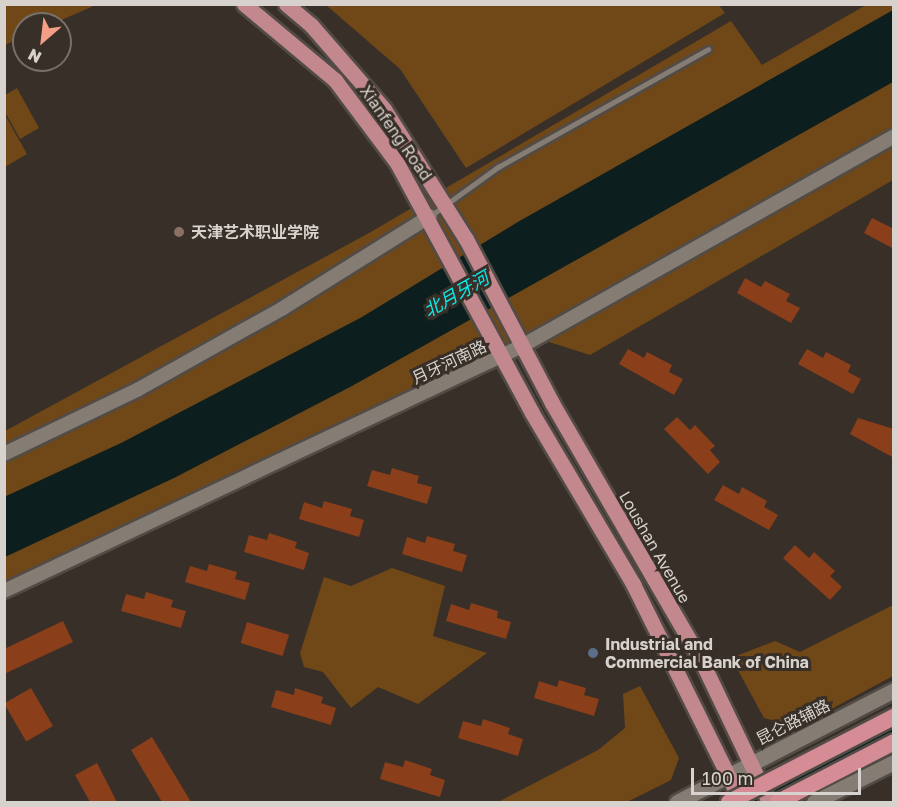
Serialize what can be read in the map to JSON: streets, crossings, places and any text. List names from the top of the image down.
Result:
{
  "streets": {
    "main road": ["Xianfeng Road", "Loushan Avenue", "昆仑路辅路"],
    "street": ["月牙河南路"]
  },
  "crossings": [
    ["Xianfeng Road", "月牙河南路"],
    ["Xianfeng Road", "Loushan Avenue"],
    ["月牙河南路", "Loushan Avenue"],
    ["Loushan Avenue", "昆仑路辅路"]
  ],
  "water": ["北月牙河"],
  "places": ["天津艺术职业学院", "Industrial and Commercial Bank of China"],
  "scale_bar": "100 m",
  "north": "bottom left"
}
====
*Problem description:* Leaving out every picture, repeat the records above exactly as they stand.

*Exercise output:*
Serialize what can be read in the map to JSON: streets, crossings, places and any text. List names from the top of the image down.
Result:
{
  "streets": {
    "main road": ["Xianfeng Road", "Loushan Avenue", "昆仑路辅路"],
    "street": ["月牙河南路"]
  },
  "crossings": [
    ["Xianfeng Road", "月牙河南路"],
    ["Xianfeng Road", "Loushan Avenue"],
    ["月牙河南路", "Loushan Avenue"],
    ["Loushan Avenue", "昆仑路辅路"]
  ],
  "water": ["北月牙河"],
  "places": ["天津艺术职业学院", "Industrial and Commercial Bank of China"],
  "scale_bar": "100 m",
  "north": "bottom left"
}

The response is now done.